Development of spinal cord injury and repair-on-a-chip model

About the Project

Spinal cord injury (SCI) affects over 4,400 people annually in the UK, with around 105,000 individuals currently living with the condition. These injuries often result in permanent disability, requiring long-term medical care, rehabilitation, and social support. With an average lifetime cost of £1.12 million per patient, SCI places a substantial burden on the NHS and wider healthcare system.

To support regenerative medicine approaches for SCI, human-based advanced in vitro models offer a promising alternative for predicting the efficacy and safety of biomaterials and cell therapies. However, suitable models of spinal cord damage and repair remain limited. This project aims to develop a novel model using 3D printed microfluidic platforms.

1. Chip engineering of spinal cord injury. Microfluidic chips will be designed to deliver reproducible compressive injury to motor neuron bundles. Using DLP printing, motor neuron spheroids will be guided through microchannels using chemokine gradients. A pneumatic chamber (microfabricated separately) will apply controlled compression. Chips will be characterised via electron and confocal microscopy, nanoindentation, and DMA.
2. Model Validation. Injury response will be assessed using bit.bio motor neuron bundles. Cell viability and apoptosis will be evaluated via live/dead assays and Annexin V/caspase markers. Axonal fate will be analysed through immunostaining and confocal imaging.
3. Repair Evaluation.
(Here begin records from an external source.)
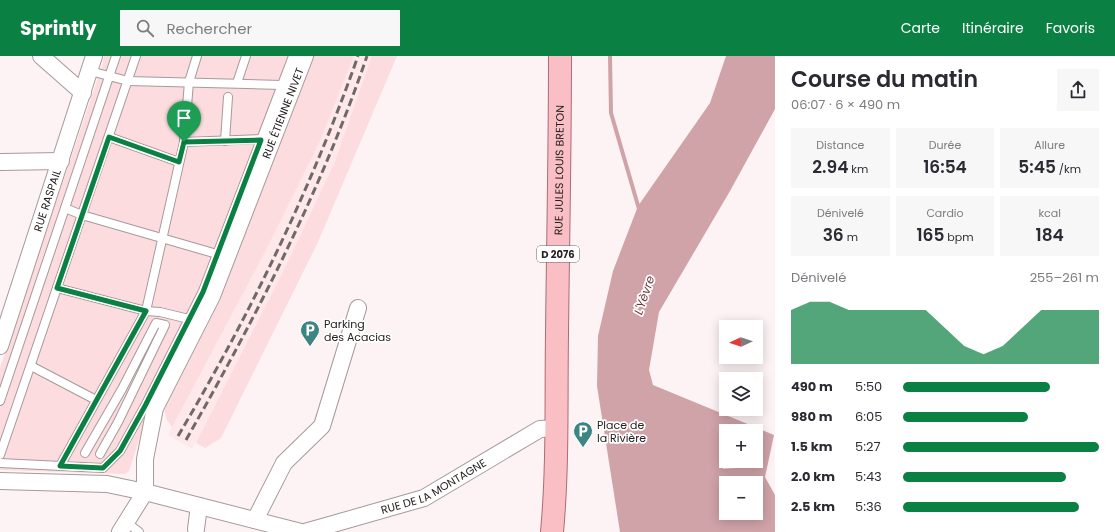 <!DOCTYPE html>
<html lang="fr">
<meta charset="utf-8">
<style>
:root{--surface:#fff;--page:#f7f7f7;--text:#2b2b33;--muted:#7c7c81;--accent:#0b8043}
body{margin:0;font-family:Poppins,sans-serif;background:var(--page);color:var(--text);height:100vh;display:flex;flex-direction:column;font-size:15px;white-space:nowrap}
*{box-sizing:border-box;margin:0}
p{font-size:13px;color:var(--muted)}
.icon{flex:none;width:22px;height:22px;fill:none;stroke:currentColor;stroke-width:2;stroke-linecap:round;stroke-linejoin:round}
.map{position:relative;flex:1;overflow:hidden}
.drawer{display:flex;flex-direction:column;background:var(--surface);width:340px}
.drawer>*{flex:none}
.needle{width:26px;rotate:267deg}
.buttons{position:absolute;left:719px;top:264px;display:grid;gap:8px}
.buttons a{display:grid;place-items:center;width:44px;height:44px;border-radius:0px;background:var(--surface);box-shadow:0 2px 10px #0003;font-size:20px}
.pin{position:absolute;display:grid;place-items:center;width:34px;height:34px;color:#fff;margin:-41px -17px;border-radius:50% 50% 50% 0;rotate:-45deg;box-shadow:0 0 4px #0007}
.pin .icon{rotate:45deg}
.round{display:grid;place-items:center;flex:none;width:42px;height:42px;border-radius:0px;background:var(--page)}
.headline{display:flex;align-items:center;justify-content:space-between;height:68px;padding:0 16px}
h1{font-size:22px;font-weight:600;line-height:30px}
.stats{display:grid;grid-template-columns:repeat(3,1fr);gap:6px;height:68px;padding:4px 16px}
.stats div{display:grid;align-content:center;border-radius:0px;background:var(--page);text-align:center}
.stats b{font-size:17px;font-weight:600}
.stats small{font-size:11px;font-weight:400}
.stats p{font-size:11px}
.chart{height:112px;padding:8px 16px}
.chart p{display:flex;justify-content:space-between}
.chart svg{width:100%;height:72px;margin-top:4px;fill:var(--accent);opacity:.7}
ul{padding:0 16px;list-style:none;font-size:13px}
li{display:grid;grid-template-columns:64px 48px 1fr;align-items:center;height:30px}
li i{height:10px;border-radius:5px;background:var(--accent)}
header{display:flex;align-items:center;gap:24px;box-sizing:border-box;height:56px;padding:0 20px;background:var(--accent);color:#fff}
header strong{font-size:19px}
nav{display:flex;gap:22px;margin-inline-start:auto;font-size:14px}
.search{width:280px;height:36px;background:var(--page);display:flex;align-items:center;gap:10px;box-sizing:border-box;padding:0 14px;border-radius:0px;color:var(--muted);font-size:15px}
main{display:flex;flex:1;min-height:0}
.map>svg:first-child{display:block}
.built{fill:#fee8ea}
.green{fill:#fcdcde}
.water{fill:#cfa3a7;fill-rule:evenodd}
.lines{fill:none;stroke-linecap:round;stroke-linejoin:round}
.stream{stroke:#cfa3a7;stroke-width:4}
.service-casing{stroke:#a69a9b;stroke-width:10}
.minor-casing{stroke:#a69a9b;stroke-width:18}
.primary-casing{stroke:#ae6b73;stroke-width:24}
.service{stroke:#fff;stroke-width:8}
.minor{stroke:#fff;stroke-width:16}
.primary{stroke:#fabec5;stroke-width:22}
.rail{stroke:#706969;stroke-width:3;stroke-dasharray:8 4;stroke-linecap:butt}
.route-casing{stroke:#fff;stroke-width:8}
.route{stroke:#0b8043;stroke-width:5}
.labels{text-anchor:middle;dominant-baseline:central;stroke-width:3.5;stroke-linejoin:round;paint-order:stroke}
.shield{fill:#fff;stroke:#686464;stroke-width:1}
.shield-label{font-size:10px;font-weight:bold;fill:#272222}
.street-label{font-size:11px;fill:#272222;stroke:#fff}
.poi-label{font-size:11px;fill:#272222;stroke:#fff;text-anchor:start}
.water-label{font-size:12px;font-style:italic;fill:#71373f;stroke:#fff}
</style>
<header>
<strong>Sprintly</strong>
<div class="search"><svg class="icon" aria-label="search" viewBox="0 0 24 24"><circle cx="10" cy="10" r="6"/><path d="M15 15l6 6"/></svg>Rechercher</div>
<nav><a>Carte</a><a>Itinéraire</a><a>Favoris</a></nav>
</header>
<main>
<div class="map">
<svg width="775" height="476" viewBox="0 0 775 476">
<rect width="100%" height="100%" fill="#fdf3f4"/>
<path class="built" d="M342,0h40l-31,83 -99,208 -60,102 -24,-14 45,-89z"/>
<g class="green">
<path d="M104,0h193l-89,238 -57,109 -22,68 -4,3 -125,-4v-102l102,-302z"/>
<path d="M314,0h40l-35,87 -52,105 -95,179 -5,-7 -3,-11 117,-271z"/>
<path d="M372,0h25l-79,186 -97,196 -16,10 -9,-5 88,-173 50,-106z"/>
<path d="M725,382h1v23h15l-5,7 -13,1 -2,-15z"/>
</g>
<path class="water" d="M726,0h49v53l-45,82 -71,121 -10,58 4,15 121,50 -9,42 10,18v37h-155l-23,-146 1,-50 15,-65 25,-65 72,-103zM726,375h30v30h-15l-5,7 -13,1 -2,-15 4,-15 1,-1zM726,427h30v30h-30z"/>
<g class="lines">
<path class="stream" d="M610,0l1,57 28,96"/>
<g class="service-casing">
<g id="service">
<path d="M90,15l38,10 154,4"/>
<path d="M237,27l9,-27"/>
<path d="M109,81l70,25"/>
<path d="M225,85l3,-44"/>
<path d="M184,86l77,-3"/>
<path d="M65,152l51,-152"/>
<path d="M57,232l89,23 14,1 29,7"/>
<path d="M31,310l65,34"/>
<path d="M0,345l65,-193 17,7 135,39"/>
<path d="M85,397l37,-64 34,-66 9,2 -47,97 -18,32"/>
<path d="M0,399l136,-399"/>
<path d="M0,407l103,5 17,-17 25,-45 58,-115 90,-235"/>
<path d="M60,410l86,-155 38,-169 5,-60 8,-26"/>
<path d="M126,466l13,10"/>
</g>
</g>
<g class="minor-casing">
<g id="minor">
<path d="M41,0l42,37"/>
<path d="M0,106l61,-1"/>
<path id="s1" d="M0,290l94,-290"/>
<path d="M0,425l107,3 38,8 156,40"/>
<path d="M255,464l29,-57 38,-37 36,-118"/>
<path d="M196,473l3,-23"/>
<path id="s2" d="M120,476l25,-40v-33l10,-51 57,-112 93,-240"/>
<path id="s3" d="M305,476l119,-34 116,-69 16,-1"/>
</g>
</g>
<g class="primary-casing">
<g id="primary">
<path id="s4" d="M552,476c6,-65 4,-131 5,-197 1,-93 3,-186 3,-279"/>
</g>
</g>
<use href="#service" class="service"/>
<use href="#minor" class="minor"/>
<use href="#primary" class="primary"/>
<g class="rail">
<path d="M178,380c72,-121 133,-247 180,-380"/>
<path d="M186,384c70,-123 135,-249 181,-384"/>
</g>
</g>
<g class="lines">
<g class="route-casing">
<path id="route" d="M109,81l70,25 5,-20 77,-2 -58,152 -58,114 -25,45 -17,17 -43,-2 86,-155 -89,-23z"/>
</g>
<use href="#route" class="route"/>
</g>
<defs>
<g id="parking-pin" transform="scale(1)"><path d="M0 17L-7.5 6A9.5 9.5 0 1 1 7.5 6Z" fill="#3d8583" stroke="#fff"/><path d="M-3.5-5.5H1a3.5 3.5 0 0 1 0 7H-1V5.5H-3.5ZM-1-3.4V-.6H.8a1.4 1.4 0 0 0 0-2.8Z" fill="#fff"/></g>
</defs>
<g fill-rule="evenodd">
<use href="#parking-pin" x="310" y="274"/>
<use href="#parking-pin" x="583" y="375"/>
</g>
<g class="labels">
<rect class="shield" x="537" y="190" width="42" height="16" rx="3"/>
<g class="shield-label">
<text x="558" y="198">D 2076</text>
</g>
<g class="street-label">
<text stroke="none"><textPath href="#s2" startOffset="454">RUE ÉTIENNE NIVET</textPath></text>
<text stroke="none"><textPath href="#s4" startOffset="362">RUE JULES LOUIS BRETON</textPath></text>
<text stroke="none"><textPath href="#s1" startOffset="153">RUE RASPAIL</textPath></text>
<text stroke="none"><textPath href="#s3" startOffset="137">RUE DE LA MONTAGNE</textPath></text>
</g>
<g class="poi-label">
<text x="324" y="268">Parking<tspan x="324" dy="13">des Acacias</tspan></text>
<text x="597" y="369">Place de<tspan x="597" dy="13">la Rivière</tspan></text>
</g>
<g class="water-label">
<text transform="translate(644 239) rotate(-71)">L'Yèvre</text>
</g>
</g>
</svg>
<div class="buttons">
<a><svg class="needle" viewBox="-14 -14 28 28"><path d="M0-13l5 13h-10z" fill="#e53935"/><path d="M0 13l5-13h-10z" fill="#7c7c81"/></svg></a>
<a><svg class="icon" aria-label="layers" viewBox="0 0 24 24"><path d="M12 4l9 5-9 5-9-5zM3 14l9 5 9-5"/></svg></a>
<a>+</a>
<a>−</a>
</div>
<div class="pin" style="left:184px;top:86px;background:#1e9e55"><svg class="icon" aria-label="arrive" viewBox="0 0 24 24"><path d="M6 21V4h12l-3 4 3 4H6"/></svg></div>
</div>
<section class="drawer">
<div class="headline"><div><h1>Course du matin</h1><p>06:07 · 6 × 490 m</p></div><a class="round"><svg class="icon" aria-label="share" viewBox="0 0 24 24"><path d="M12 15V3M7 8l5-5 5 5M5 13v7h14v-7"/></svg></a></div>
<div class="stats">
<div><p>Distance</p><b>2.94<small> km</small></b></div>
<div><p>Durée</p><b>16:54</b></div>
<div><p>Allure</p><b>5:45<small> /km</small></b></div>
</div>
<div class="stats">
<div><p>Dénivelé</p><b>36<small> m</small></b></div>
<div><p>Cardio</p><b>165<small> bpm</small></b></div>
<div><p>kcal</p><b>184</b></div>
</div>
<div class="chart"><p><span>Dénivelé</span>255–261 m</p>
<svg viewBox="0 0 160 44" preserveAspectRatio="none"><path d="M0 44V11L10 6L20 6L30 11L40 11L50 11L60 11L70 11L80 22L90 33L100 38L110 33L120 22L130 11L140 11L150 11L160 11V44z"/></svg>
</div>
<ul>
<li><b>490 m</b>5:50<i style="width:75%"></i></li>
<li><b>980 m</b>6:05<i style="width:64%"></i></li>
<li><b>1.5 km</b>5:27<i style="width:100%"></i></li>
<li><b>2.0 km</b>5:43<i style="width:83%"></i></li>
<li><b>2.5 km</b>5:36<i style="width:90%"></i></li>
</ul>
</section>
</main>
Injured bundles will be treated with peptide amphiphile hydrogels with comparison to fibrin gels known to enable poor recovery potential. Regeneration will be assessed by axon connectivity (confocal microscopy/immunostaining) and calcium transport (fluorescence imaging).

This project is part of the EPSRC Centre for Doctoral Training in Next Generation Organ on a Chip Technology (COaCT)

Who should apply?

We are looking for students who have an enthusiasm for organ-on-a-chip technologies, with a range of backgrounds including biology, biochemistry, genetics, materials science, biomedical engineering and other related subjects. Students should have some experimental background and enthusiasm for working in the laboratory. Applicants are not expected to have experience in all elements of this field; training will be provided as part of the PhD to support the development of important skills.

Application Process

Applications for this project are through the COaCT admissions process. Applicants are asked to make one application to the COaCT and list their project preferences from all project currently available as listed here: http://www.cpm.qmul.ac.uk/cdt/projects/projects2026open

The process is explained in detail here: http://www.cpm.qmul.ac.uk/cdt/applications/stepbystep

Funding Notes

The successful applicants will be fully funded (fees and stipend). For 2026/27, the annual stipend rate, including London Allowance, will be £23,805.